The law applies to audio and video recordings of “conduct in which a living animal is intentionally maimed, mutilated, tortured, wounded or killed.” It does not matter whether the conduct was legal when and where it occurred so long as it would have been illegal where the recording was sold.

That means it may be a crime for an American to sell a video of a bullfight that took place in Spain, where bullfighting is legal. And because all hunting is illegal in Washington, a literal reading of the statute would make the sale of hunting videos illegal here. The law contains an exception for materials with “serious religious, political, scientific, educational, journalistic, historical or artistic value.”

That exception may well protect journalism, scholarship and animal rights advocacy about subjects like factory farming, pharmaceutical testing, circuses and the slaughter of baby seals. But the determination of whether particular materials have “serious value” is, in the first instance at least, made by prosecutors.

News organizations, including The New York Times, filed a brief supporting Mr. Stevens. The 1999 law, the brief said, “imperils the media’s ability to report on issues related to animals.”

In a brief supporting the government, the Humane Society of the United States said that “gruesome depictions of animal mutilation targeted” by the law “simply do not merit the dignity of full First Amendment protection.”

When federal agents raided Mr. Stevens’s home in rural Virginia in 2003, he had no idea, his lawyers and family say, that he was breaking the law.

But there are hints in the videotapes that Mr. Stevens at least knew that people participating in dogfighting in the United States were doing something illegal.

“Because I’m not going to show any participants or spectators, I have to cut a lot of it,” Mr. Stevens, who has a folksy manner and looks a little like the actor Bill Murray, said on one of the videos. “I only show certain action clips I think you’ll enjoy.” Mr. Stevens did not try to hide the identities of those involved in the Japanese dogfights or in the video of dogs attacking hogs.

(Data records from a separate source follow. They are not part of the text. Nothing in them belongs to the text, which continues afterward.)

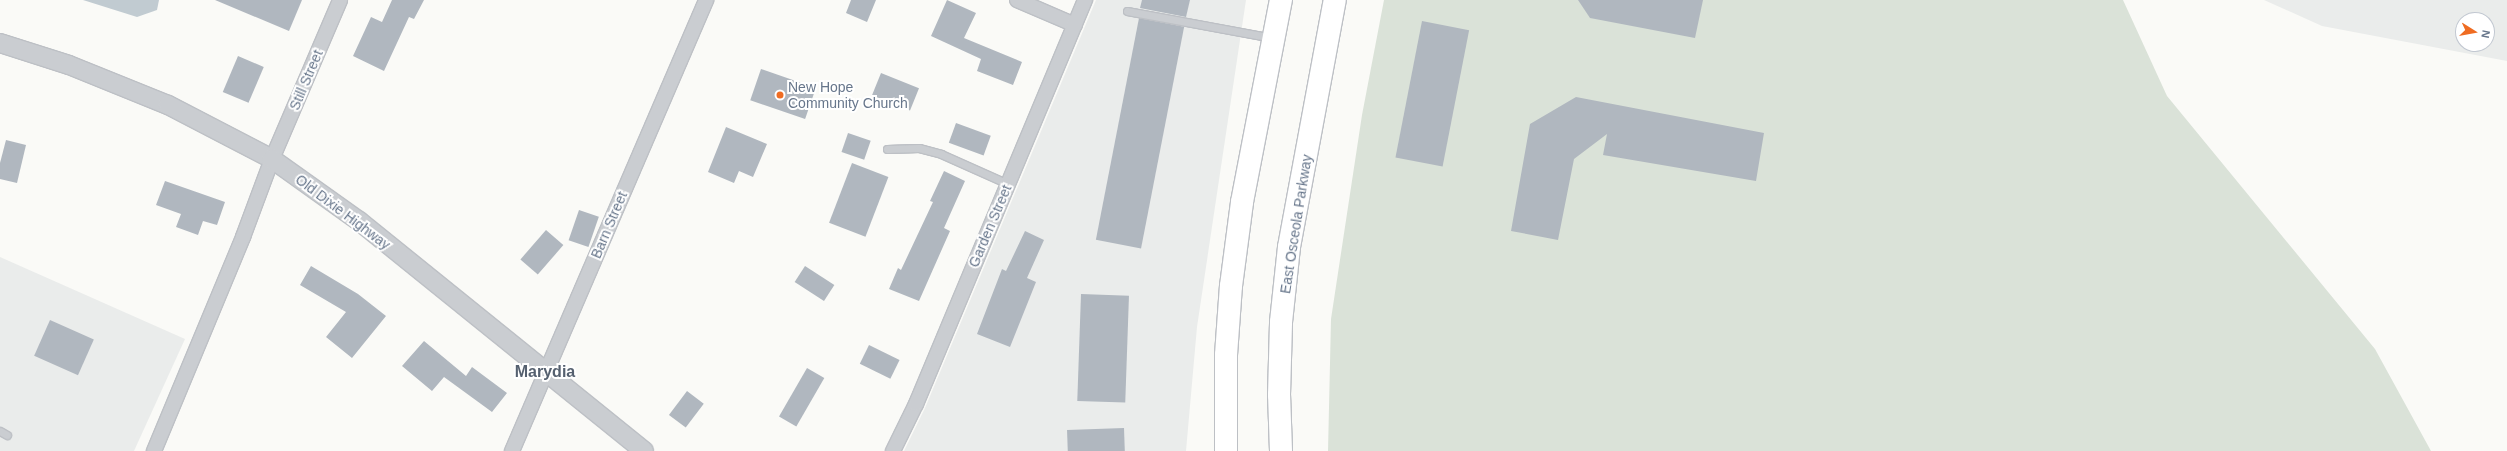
<!DOCTYPE html>
<style>
body{margin:0}
#map{position:relative;width:2507px;height:451px;overflow:hidden;background:#fafaf7;font-family:Helvetica,sans-serif}
div>[style]{position:absolute}
.built>*{inset:0;background:#eaeceb}
.green>*{inset:0;background:#dae2d8}
.water>*{inset:0;background:#c1cbd1}
.building>*{inset:0;background:#b0b7bf;transform-origin:0 0}
.roads{filter:drop-shadow(1px 0 #bdc0c5) drop-shadow(-1px 0 #bdc0c5) drop-shadow(0 1px #bdc0c5) drop-shadow(0 -1px #bdc0c5)}
.service>*{height:7px;margin:-3.5px;padding:0 3.5px;transform-origin:3.5px;border-radius:3.5px;background:#cacdd1}
.minor>*{height:14px;margin:-7px;padding:0 7px;transform-origin:7px;border-radius:7px;background:#cacdd1}
.tertiary>*{height:18px;margin:-9px;padding:0 9px;transform-origin:9px;border-radius:9px;background:#cacdd1}
.primary>*{height:22px;margin:-11px;padding:0 11px;transform-origin:11px;border-radius:11px;background:#fff}
.dots>*{width:11px;height:11px;translate:-50% -50%;box-sizing:border-box;border:2px solid #fff;border-radius:50%}
span{translate:-50% -50%;white-space:nowrap;text-align:center;line-height:1.15;-webkit-text-stroke:4px #fff;paint-order:stroke}
.street-label{font-size:14px;color:#67768b}
.poi-label{font-size:14px;color:#67768b}
.left{translate:0 -50%;text-align:left}
.quarter-label{font-size:16px;color:#55606f;font-weight:700}
.north{position:absolute;left:2455px;top:12px;width:40px;height:40px;box-sizing:border-box;background:#fff;border:1px solid #c2c8d1;border-radius:50%;rotate:101deg;font-size:11px;font-weight:700;line-height:16px;text-align:center;color:#67768b}
.north::after{content:'';display:block;margin:auto;width:14px;height:18px;background:#ef6c22;clip-path:polygon(50% 0,100% 100%,50% 72%,0 100%)}
</style>
<div id="map">
<div class="built">
<div style="clip-path:polygon(1096px 0,1246px 0,1197px 327px,1186px 451px,904px 451px,925px 408px)"></div>
<div style="clip-path:polygon(evenodd,2264px 0,2507px 0,2507px 61px,2322px 26px,2264px 0,2463px 20px,2487px 20px,2487px 44px,2463px 44px,2463px 20px)"></div>
<div style="clip-path:polygon(0 257px,185px 339px,134px 451px,0 451px)"></div>
</div>
<div class="green">
<div style="clip-path:polygon(1384px 0,2123px 0,2167px 96px,2375px 349px,2431px 451px,1328px 451px,1331px 319px,1362px 115px)"></div>
</div>
<div class="water">
<div style="clip-path:polygon(83px 0,159px 0,157px 10px,137px 17px)"></div>
</div>
<div class="building">
<div style="clip-path:polygon(215px 0,302px 0,289px 31px)"></div>
<div style="clip-path:polygon(392px 0,424px 0,414px 19px,409px 17px,384px 71px,353px 56px,371px 17px,382px 22px)"></div>
<div style="clip-path:polygon(851px 0,876px 0,867px 22px,846px 13px)"></div>
<div style="clip-path:polygon(947px 0,976px 13px,964px 38px,1022px 62px,1013px 85px,977px 71px,981px 59px,931px 36px)"></div>
<div style="clip-path:polygon(1142px 0,1190px 0,1186px 17px,1140px 8px)"></div>
<div style="clip-path:polygon(1578px 0,1703px 0,1695px 38px,1590px 18px)"></div>
<div style="left:1139px;top:18px;width:46px;height:226px;rotate:11deg"></div>
<div style="left:1422px;top:21px;width:48px;height:139px;rotate:11deg"></div>
<div style="left:238px;top:56px;width:28px;height:39px;rotate:23deg"></div>
<div style="left:761px;top:69px;width:58px;height:33px;rotate:19deg"></div>
<div style="left:881px;top:73px;width:41px;height:24px;rotate:22deg"></div>
<div style="clip-path:polygon(1576px 97px,1764px 133px,1756px 181px,1603px 155px,1607px 134px,1574px 159px,1558px 240px,1511px 231px,1530px 124px)"></div>
<div style="left:956px;top:123px;width:37px;height:21px;rotate:20deg"></div>
<div style="clip-path:polygon(726px 127px,767px 144px,753px 177px,739px 171px,734px 183px,708px 172px)"></div>
<div style="left:848px;top:133px;width:24px;height:20px;rotate:19deg"></div>
<div style="clip-path:polygon(6px 140px,26px 145px,17px 183px,0 179px,0 163px)"></div>
<div style="left:852px;top:163px;width:39px;height:64px;rotate:21deg"></div>
<div style="clip-path:polygon(944px 171px,965px 181px,944px 228px,950px 231px,919px 301px,889px 289px,898px 268px,901px 270px,933px 202px,930px 201px)"></div>
<div style="clip-path:polygon(165px 181px,225px 202px,217px 225px,203px 221px,198px 235px,176px 227px,181px 214px,156px 205px)"></div>
<div style="left:579px;top:210px;width:21px;height:32px;rotate:19deg"></div>
<div style="left:546px;top:230px;width:23px;height:39px;rotate:41deg"></div>
<div style="clip-path:polygon(1025px 231px,1044px 240px,1027px 278px,1036px 282px,1010px 347px,977px 334px,1002px 269px,1006px 271px)"></div>
<div style="clip-path:polygon(311px 266px,358px 294px,386px 316px,352px 358px,326px 337px,346px 312px,300px 285px)"></div>
<div style="left:805px;top:266px;width:35px;height:19px;rotate:33deg"></div>
<div style="left:1081px;top:294px;width:48px;height:107px;rotate:2deg"></div>
<div style="left:50px;top:320px;width:48px;height:39px;rotate:24deg"></div>
<div style="clip-path:polygon(424px 341px,466px 376px,472px 367px,507px 393px,492px 412px,444px 377px,432px 391px,402px 366px)"></div>
<div style="left:869px;top:345px;width:34px;height:21px;rotate:26deg"></div>
<div style="left:807px;top:368px;width:20px;height:56px;rotate:30deg"></div>
<div style="left:687px;top:391px;width:21px;height:30px;rotate:37deg"></div>
<div style="left:1124px;top:428px;width:23px;height:57px;rotate:88deg"></div>
</div>
<div class="roads">
<div class="service">
<div style="left:1127px;top:11px;width:147px;rotate:10.5deg"></div>
<div style="left:887px;top:149px;width:32px;rotate:-2deg"></div>
<div style="left:919px;top:148px;width:23px;rotate:15deg"></div>
<div style="left:941px;top:154px;width:73px;rotate:24.1deg"></div>
<div style="left:0;top:431px;width:8px;rotate:30deg"></div>
</div>
<div class="minor">
<div style="left:1017px;top:0;width:63px;rotate:23.3deg"></div>
<div style="left:154px;top:451px;width:232px;rotate:-67.4deg"></div>
<div style="left:243px;top:237px;width:83px;rotate:-69.6deg"></div>
<div style="left:272px;top:159px;width:173px;rotate:-66.8deg"></div>
<div style="left:512px;top:451px;width:491px;rotate:-66.7deg"></div>
<div style="left:893px;top:451px;width:52px;rotate:-63.9deg"></div>
<div style="left:916px;top:404px;width:438px;rotate:-67.3deg"></div>
</div>
<div class="tertiary">
<div style="left:0;top:43px;width:72px;rotate:17.7deg"></div>
<div style="left:69px;top:65px;width:107px;rotate:22deg"></div>
<div style="left:168px;top:105px;width:117px;rotate:27.4deg"></div>
<div style="left:272px;top:159px;width:107px;rotate:35.5deg"></div>
<div style="left:359px;top:221px;width:366px;rotate:38.9deg"></div>
</div>
<div class="primary">
<div style="left:1226px;top:451px;width:96px;rotate:-90deg"></div>
<div style="left:1226px;top:355px;width:69px;rotate:-85.9deg"></div>
<div style="left:1231px;top:286px;width:85px;rotate:-82.5deg"></div>
<div style="left:1242px;top:202px;width:206px;rotate:-79.1deg"></div>
<div style="left:1281px;top:451px;width:56px;rotate:-92deg"></div>
<div style="left:1279px;top:395px;width:73px;rotate:-88.4deg"></div>
<div style="left:1281px;top:322px;width:75px;rotate:-83.9deg"></div>
<div style="left:1289px;top:247px;width:251px;rotate:-79.5deg"></div>
</div>
</div>
<div class="dots">
<div style="left:780px;top:95px;background:#ef6c22"></div>
</div>
<div class="street-label">
<span style="left:306px;top:80px;rotate:-67deg">Still Street</span>
<span style="left:343px;top:212px;rotate:37deg">Old Dixie Highway</span>
<span style="left:1296px;top:224px;rotate:-81deg">East Osceola Parkway</span>
<span style="left:609px;top:225px;rotate:-67deg">Barn Street</span>
<span style="left:990px;top:226px;rotate:-67deg">Garden Street</span>
</div>
<div class="poi-label">
<span class="left" style="left:788px;top:95px">New Hope<br>Community Church</span>
</div>
<div class="quarter-label">
<span style="left:545px;top:372px">Marydia</span>
</div>
<div class="north">N</div>
</div>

There is a crucial difference, Mr. Stevens’s lawyers told the Supreme Court, between illegal conduct and depictions of that conduct.

“While acts of animal cruelty have long been outlawed,” the brief for Mr. Stevens said, “there have never been any laws against speech depicting the killing or wounding of animals from the time of the First Amendment’s adoption through the intervening two centuries.”

State and local governments occasionally try to ban depictions of violence against people, notably in videogames. But those laws are routinely struck down, and the Supreme Court has never ruled that speech about nonsexual violence is beyond the protection of the First Amendment.

Mr. Stevens’s sentence was 14 months longer, the brief noted, than that of Michael Vick, the football star who actually participated in a dogfighting venture.

Through his lawyers, Mr. Stevens declined to be interviewed. He has said he never had his own dogs participate in dogfights.

Mr. Stevens’s son, Michael, said his father was guilty of nothing more than a longtime fascination with the affection, loyalty and passion of pit bulls. “You couldn’t treat a dog any better,” the younger Mr. Stevens said, “than my father treats pit bull dogs.”